One of the defining chapters of Ganesh’s career was his work in Cambridge, where he served as the dedicated planner on a major council housing programme.
The project secured £70 million in grant funding to deliver 500 new council homes. Its success created momentum for further provision, and by the time he left, planning permission had been granted for over 1,000 social homes – many of which are now built and occupied.
“For me, planning is about making a real difference,” he says.
“You’re shaping environments where people live their lives. That’s not something you take lightly.”
He has also been involved in securing Heritage Lottery Funding to restore a dilapidated listed building and its associated grounds – demonstrating his appreciation for balancing growth with the protection of historic assets.
“Understanding the importance of heritage is just as important as delivering new homes. Good planning respects both.”
Ask Ganesh what he enjoys most about planning, and his answer is immediate: placemaking.
“Negotiating schemes. Sitting around a table and talking about what works, what doesn’t, and how you create somewhere that feels like a place – not just rows of houses.”
For him, placemaking is about experience:
“It’s about creating environments that are good to live in, work in and travel through.”
In an era of ambitious national housing targets, he acknowledges the pressure planners face.
“There’s huge pressure to deliver quickly. But if you remove the conversations that improve design and integration, you risk delivering numbers – not places.”
Since May 2025, Ganesh has served as Planning and Place Service Director at Broxbourne Council, overseeing planning alongside a broader portfolio of services. The role marks a significant step from specialist planning leadership into corporate-level strategic management.
“It’s intense. It’s full on,” he admits. “But I absolutely love it. I’m learning every day.”
The expanded remit allows him to shape not only individual developments but wider service delivery and organisational direction.
“I’ve done nearly two decades of planning work. Now I’m applying that experience in a broader way – and that’s exciting.”
Ganesh is also passionate about improving representation within the profession. As a former steering group member of the BAME Planners Network, he worked to address underrepresentation and broaden pathways into planning.
“When you think about the communities we serve, it’s essential the profession reflects that diversity. We’re designing places for everyone – so the people making those decisions should reflect that too.”
He believes one of the biggest challenges facing the profession is visibility.
“When I started in 2006, I didn’t know what town planning was. Most people don’t.”
Greater outreach to schools, more engagement around human geography and placemaking, and better communication about what planners actually do are, in his view, essential for the future.
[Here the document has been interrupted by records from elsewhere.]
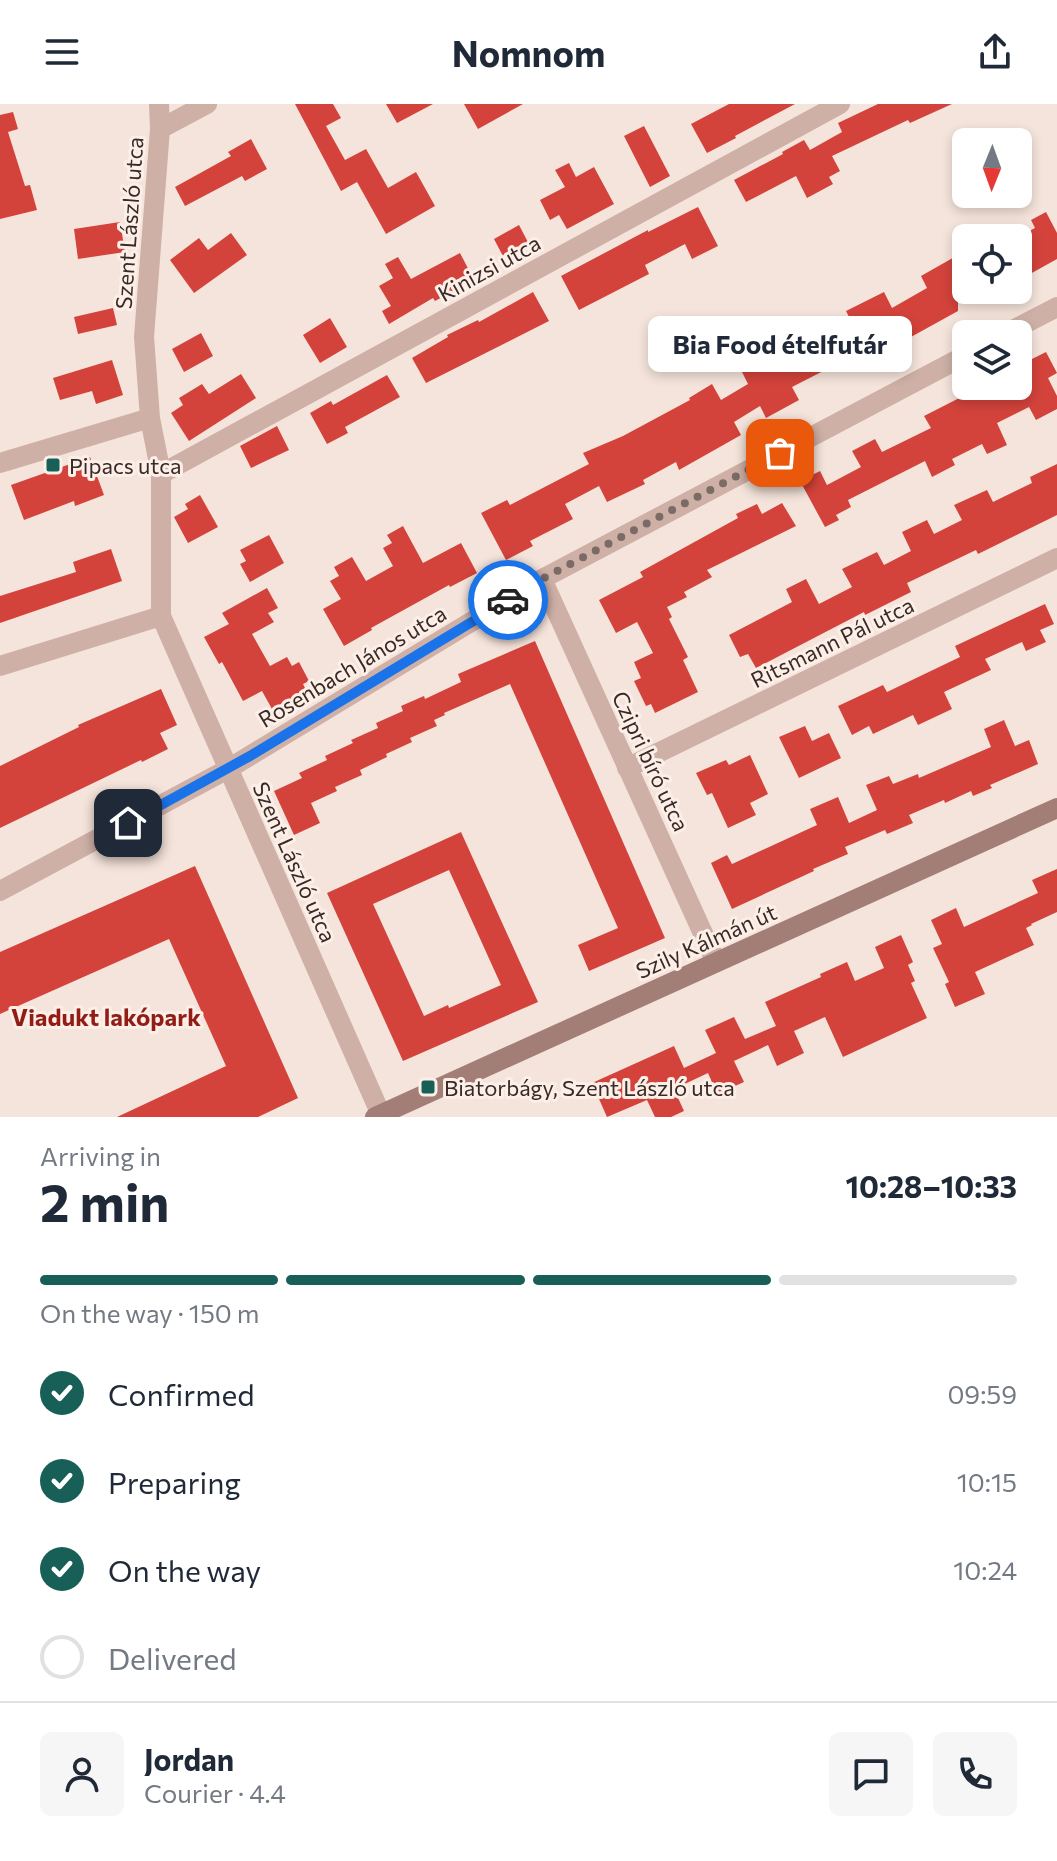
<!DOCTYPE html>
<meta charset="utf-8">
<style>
:root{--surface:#fff;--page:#f6f6f7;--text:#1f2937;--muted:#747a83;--line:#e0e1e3;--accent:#186057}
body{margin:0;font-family:Commissioner,sans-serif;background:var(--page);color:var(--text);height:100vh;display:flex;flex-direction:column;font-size:30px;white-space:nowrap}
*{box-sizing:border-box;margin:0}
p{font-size:26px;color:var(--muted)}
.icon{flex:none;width:44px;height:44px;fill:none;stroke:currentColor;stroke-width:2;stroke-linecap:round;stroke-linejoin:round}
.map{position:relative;height:1013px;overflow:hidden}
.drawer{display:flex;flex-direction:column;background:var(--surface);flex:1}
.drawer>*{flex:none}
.needle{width:52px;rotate:181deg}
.controls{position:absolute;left:952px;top:24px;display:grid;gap:16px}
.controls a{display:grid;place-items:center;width:80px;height:80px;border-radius:12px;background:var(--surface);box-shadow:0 4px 12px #0003;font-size:40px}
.pin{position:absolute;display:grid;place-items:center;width:68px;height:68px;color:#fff;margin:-34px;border-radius:16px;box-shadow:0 4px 12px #0006}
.courier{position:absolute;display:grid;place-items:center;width:80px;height:80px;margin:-40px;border:6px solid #1a73e8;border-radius:50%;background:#fff;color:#222;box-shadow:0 2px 10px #0007}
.bubble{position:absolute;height:56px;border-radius:12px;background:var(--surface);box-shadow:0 4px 12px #0003;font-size:26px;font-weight:700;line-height:56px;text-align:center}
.head em{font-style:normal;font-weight:700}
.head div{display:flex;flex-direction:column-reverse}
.head{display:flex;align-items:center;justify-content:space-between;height:136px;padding:0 40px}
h1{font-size:52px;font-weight:700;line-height:60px}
.bar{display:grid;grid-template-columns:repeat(4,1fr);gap:12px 8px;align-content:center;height:96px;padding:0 40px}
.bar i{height:10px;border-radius:6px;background:var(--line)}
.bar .current{background:var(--accent)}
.bar p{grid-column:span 4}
.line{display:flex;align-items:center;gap:20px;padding:0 40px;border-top:2px solid var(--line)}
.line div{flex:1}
.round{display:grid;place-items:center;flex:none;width:84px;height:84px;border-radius:12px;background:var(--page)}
ol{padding:0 40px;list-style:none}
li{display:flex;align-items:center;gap:24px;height:88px}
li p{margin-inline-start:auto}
li .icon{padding:8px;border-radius:50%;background:var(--accent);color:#fff;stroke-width:4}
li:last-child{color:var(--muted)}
li i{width:44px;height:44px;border:4px solid var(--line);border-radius:50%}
header{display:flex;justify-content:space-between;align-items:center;height:104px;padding:0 40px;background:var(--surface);font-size:36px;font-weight:700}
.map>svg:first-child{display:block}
</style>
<header><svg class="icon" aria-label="menu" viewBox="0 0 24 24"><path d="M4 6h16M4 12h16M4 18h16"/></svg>Nomnom<svg class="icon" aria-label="share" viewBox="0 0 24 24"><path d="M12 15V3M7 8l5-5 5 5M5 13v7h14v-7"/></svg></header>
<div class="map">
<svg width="1057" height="1013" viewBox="0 0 1057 1013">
<rect width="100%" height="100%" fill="#f5e4db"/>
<path fill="#d3433b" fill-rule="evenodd" d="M295 0H333L341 14 326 22 345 56 366 45 388 84 416 68 435 102 386 130 357 78 341 87Z
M386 0H433L397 19Z
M464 0H523L478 25Z
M729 0H795L735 32 736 34 707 49 691 20Z
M878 0H952L910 19 908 16 832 52 840 67 829 73 833 80 807 94 796 72 746 98 734 76 783 50 782 48 804 36 810 46 842 28 838 19Z
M13 8 18 25 8 28 25 82 30 81 37 106 0 115V11Z
M644 22 670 72 650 83 624 32Z
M251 35 267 65 245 77 242 72 185 102 175 83 231 52 228 48Z
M569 59 576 73 594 63 614 100 567 125 559 111 550 116 540 96 565 83 555 66Z
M698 103 718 142 692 155 685 140 645 161 649 170 579 206 561 172 648 126V128Z
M1046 108 1057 129V155L1030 170 1018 148V133L1035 124 1031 116Z
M120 118 125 148 78 155 74 125Z
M519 121 530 142 505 156 494 135Z
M231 129 247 151 194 189 170 156 199 134 208 146Z
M460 149 474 176 435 197 433 194 389 220 382 207 391 202 379 182 393 174 385 160 398 153 411 175Z
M958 151V207L891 244 893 248 872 259 846 207 884 188 892 204 927 184 921 172Z
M533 188 549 217 426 279 412 254 448 233 447 231 478 216 479 218Z
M113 204 117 221 78 230 74 213Z
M330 214 347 243 320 259 303 231Z
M201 229 213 252 184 268 172 245Z
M823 231 837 260 792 283 799 296 766 314 760 302 734 318 741 331 679 366 676 358 643 376 645 380 607 398 599 382 565 400 573 415 530 437 533 442 506 456 481 409 507 396 510 401 589 360 583 349 623 332 690 296 689 294 712 280 721 296 748 280 736 256 761 243 767 255 775 251 777 254Z
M1046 248 1057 269 1048 274 1057 292V305L1036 316 1029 303 997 319 1007 341 987 350 982 340 952 355 955 361 932 373 925 357 848 396 851 403 836 411 839 416 825 423 800 377 820 367 827 381 861 363 852 347 875 335 882 348 931 324 924 312 979 284 984 294 1009 282H1018V262Z
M112 256 123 291 96 300 92 287 60 296 53 274Z
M241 270 256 294 189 337 171 309 183 301 179 294 202 280 209 290Z
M387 271 400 293 345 323 348 329 327 340 310 309 331 297 333 301Z
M277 322 289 346 251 364 240 342Z
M90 353 104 391 75 402 74 397 24 416 11 381Z
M1057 360V411L978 450 976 446 907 479 911 488 865 511 864 508 756 564 748 550 740 553 729 531 792 498 786 485 806 475 819 500 852 483 842 465 877 448 884 461 911 447 902 428 927 416 934 430 962 416 954 401 987 386 993 398 1032 379 1030 373Z
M200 391 218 423 188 439 174 413 188 405 185 400Z
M782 399 796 422 707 466 712 473 684 488 687 493 667 503 672 513 669 515 688 553 683 556 698 588 655 609 651 600 646 602 634 577 641 574 634 558 653 549 637 518 616 529 599 496 643 473 640 468 738 414 736 410 757 400 762 410Z
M403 422 423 459 461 439 477 469 450 483 449 481 371 524 372 526 344 542 323 505 341 495 330 477 339 472 334 463 352 453 366 477 393 462 383 444 392 439 387 431Z
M269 431 284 459 250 478 240 460 246 457 240 446Z
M111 445 122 477 0 519V492L76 468 73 458Z
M267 484 278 504 268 509 274 518 252 530 270 562 287 553 292 562 299 558 309 577 303 580 306 586 272 605 262 587 243 597 222 558 219 560 204 533 229 520 222 509Z
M1045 500 1054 520 1040 526 1046 538 1026 547 1022 538 985 555 991 566 944 588 952 605 918 621 913 611 873 630 869 622 852 631 838 602 883 581 887 588 960 553 955 542Z
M535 537 665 834 589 867 578 841 618 824 510 580 444 609 445 611 434 616 437 622 410 634 412 638 386 650 387 653 360 666 362 671 335 683 337 687 311 699 320 719 294 731 274 687 302 674 299 669 327 656 325 652 353 639 351 636 378 624 376 619 403 607 401 602 424 592 425 595 461 578 458 570Z
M161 585 177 621 160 629 168 645 142 658 141 656 0 724V662L79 623 78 621Z
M1004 616 1015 642 1029 636 1038 660 990 681 992 684 973 692 971 687 945 699 944 696 909 711 913 719 887 730 885 726 845 743 848 750 813 765 814 767 732 805 711 759 727 751 732 760 817 721 810 705 838 693 849 719 877 706 866 681 889 672 893 680 918 670 919 674 991 643 984 625Z
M805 622 812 637 829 629 841 654 799 674 779 633Z
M750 651 768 690 750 699 756 711 728 724 712 689 707 691 696 669 726 656 729 661Z
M461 728 538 898 403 957 327 789ZM449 766 501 881 449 904 448 901 424 912 373 800Z
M195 762 298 994 258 1013H117L226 962 169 835 0 910V848Z
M1057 765V808L1031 820 1032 821 1026 824 1034 841 975 868 985 890 955 903 945 880 949 878 933 844 942 840 931 816 956 804 964 823 1038 789 1032 776Z
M901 831 913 858 908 861 915 877 911 879 927 914 843 953 825 913 794 927 804 949 777 962 768 941 734 957 744 978 717 990 708 969 674 985 684 1007 671 1013H655L647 996 607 1013 592 979 674 942 684 964 716 949 705 926 734 913 745 935 776 922 765 898 821 873 820 870 847 858 855 877 884 864 875 843Z"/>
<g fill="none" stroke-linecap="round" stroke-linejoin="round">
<path stroke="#ceb0a6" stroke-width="20" d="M159 0 160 25 144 233 150 314 161 370V512L382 1013
M160 25 207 0
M1005 230 1057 203
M0 359 150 314
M161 370 840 0
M542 475 716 858
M0 562 161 512
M627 664 1057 454
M0 787 228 665 542 475 966 251"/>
<path stroke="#a27e76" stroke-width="20" d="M375 1013 1057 704"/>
</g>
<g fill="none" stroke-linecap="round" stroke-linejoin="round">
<path stroke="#7b6b66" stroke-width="8" stroke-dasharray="0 14.4" d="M508 496 542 475 780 349"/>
<path stroke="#1a73e8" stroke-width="10" d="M128 719 250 652 508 496"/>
</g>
<g fill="#186057" stroke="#fcefe8" stroke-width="3">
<rect x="45" y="353" width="16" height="16" rx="4"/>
<rect x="420" y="975" width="16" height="16" rx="4"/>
</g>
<g text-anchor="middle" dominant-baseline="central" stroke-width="6" stroke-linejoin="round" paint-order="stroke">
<g font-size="22" fill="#3a2a27" stroke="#fcefe8">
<text transform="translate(129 119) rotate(-86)">Szent László utca</text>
<text transform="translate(489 164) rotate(-29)">Kinizsi utca</text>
<text transform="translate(832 538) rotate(-26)">Ritsmann Pál utca</text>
<text transform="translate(352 562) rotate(-31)">Rosenbach János utca</text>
<text transform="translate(651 657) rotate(65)">Czipri bíró utca</text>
<text transform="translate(295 758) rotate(66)">Szent László utca</text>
<text transform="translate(706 837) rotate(-24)">Szily Kálmán út</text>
</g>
<g font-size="22" fill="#3a2a27" stroke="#fcefe8" text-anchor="start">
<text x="69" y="361">Pipacs utca</text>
<text x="444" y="983">Biatorbágy, Szent László utca</text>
</g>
<g font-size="24" font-weight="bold" fill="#921d17" stroke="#fcefe8">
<text x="106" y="912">Viadukt lakópark</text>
</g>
</g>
</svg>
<div class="controls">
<a><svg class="needle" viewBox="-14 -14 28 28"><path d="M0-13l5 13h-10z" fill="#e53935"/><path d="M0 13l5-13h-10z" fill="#747a83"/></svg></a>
<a><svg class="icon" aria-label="locate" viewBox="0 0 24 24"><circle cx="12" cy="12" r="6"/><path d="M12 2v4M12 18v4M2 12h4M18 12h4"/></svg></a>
<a><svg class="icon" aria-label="layers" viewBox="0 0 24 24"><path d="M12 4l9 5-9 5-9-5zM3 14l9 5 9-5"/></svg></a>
</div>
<div class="pin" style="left:780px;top:349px;background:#ea580c"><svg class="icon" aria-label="bag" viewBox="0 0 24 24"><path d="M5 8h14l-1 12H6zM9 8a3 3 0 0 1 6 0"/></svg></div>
<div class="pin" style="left:128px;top:719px;background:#1f2937"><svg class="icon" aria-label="home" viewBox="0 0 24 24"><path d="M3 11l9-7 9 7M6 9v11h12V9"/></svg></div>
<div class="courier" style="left:508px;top:496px"><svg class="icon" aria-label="car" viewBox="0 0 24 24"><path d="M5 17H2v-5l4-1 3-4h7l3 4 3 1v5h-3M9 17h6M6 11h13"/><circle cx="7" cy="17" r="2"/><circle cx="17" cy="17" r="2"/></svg></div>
<div class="bubble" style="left:648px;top:212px;width:264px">Bia Food ételfutár</div>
</div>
<section class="drawer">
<div class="head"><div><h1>2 min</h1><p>Arriving in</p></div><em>10:28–10:33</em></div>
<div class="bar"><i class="current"></i><i class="current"></i><i class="current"></i><i></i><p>On the way · 150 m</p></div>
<ol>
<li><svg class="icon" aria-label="check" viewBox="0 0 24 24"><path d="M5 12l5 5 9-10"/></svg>Confirmed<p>09:59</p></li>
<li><svg class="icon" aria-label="check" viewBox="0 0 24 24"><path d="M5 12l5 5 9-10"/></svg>Preparing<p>10:15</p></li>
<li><svg class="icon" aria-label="check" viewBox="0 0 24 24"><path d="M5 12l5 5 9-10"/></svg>On the way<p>10:24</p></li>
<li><i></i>Delivered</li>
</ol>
<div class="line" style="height:144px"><a class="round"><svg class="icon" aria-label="person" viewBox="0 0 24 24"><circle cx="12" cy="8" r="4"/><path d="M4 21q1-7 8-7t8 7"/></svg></a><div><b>Jordan</b><p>Courier · 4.4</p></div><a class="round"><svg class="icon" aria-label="chat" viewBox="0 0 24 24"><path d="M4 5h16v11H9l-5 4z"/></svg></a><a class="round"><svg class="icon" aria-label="phone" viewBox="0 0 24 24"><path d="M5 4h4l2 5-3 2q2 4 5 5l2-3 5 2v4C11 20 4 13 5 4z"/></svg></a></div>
</section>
“If you ask someone to draw their ideal place to live, everyone draws something different. That’s planning. It’s about understanding what matters to people and shaping spaces around that.”
At just 44, leading Planning and Place at Broxbourne Council, Ganesh stands as part of a new generation reshaping the profession – more diverse, more community-focused and more adaptable to change.
His career demonstrates resilience, strategic growth and a clear social purpose. Whether delivering thousands of social homes, restoring heritage assets or steering council-wide services, his impact is tangible.
“Often we just live in the places that exist,” he says.
“Planning is about challenging that and asking how they could be better.”
Ganesh isn’t just shaping places. He’s helping shape the future of planning itself.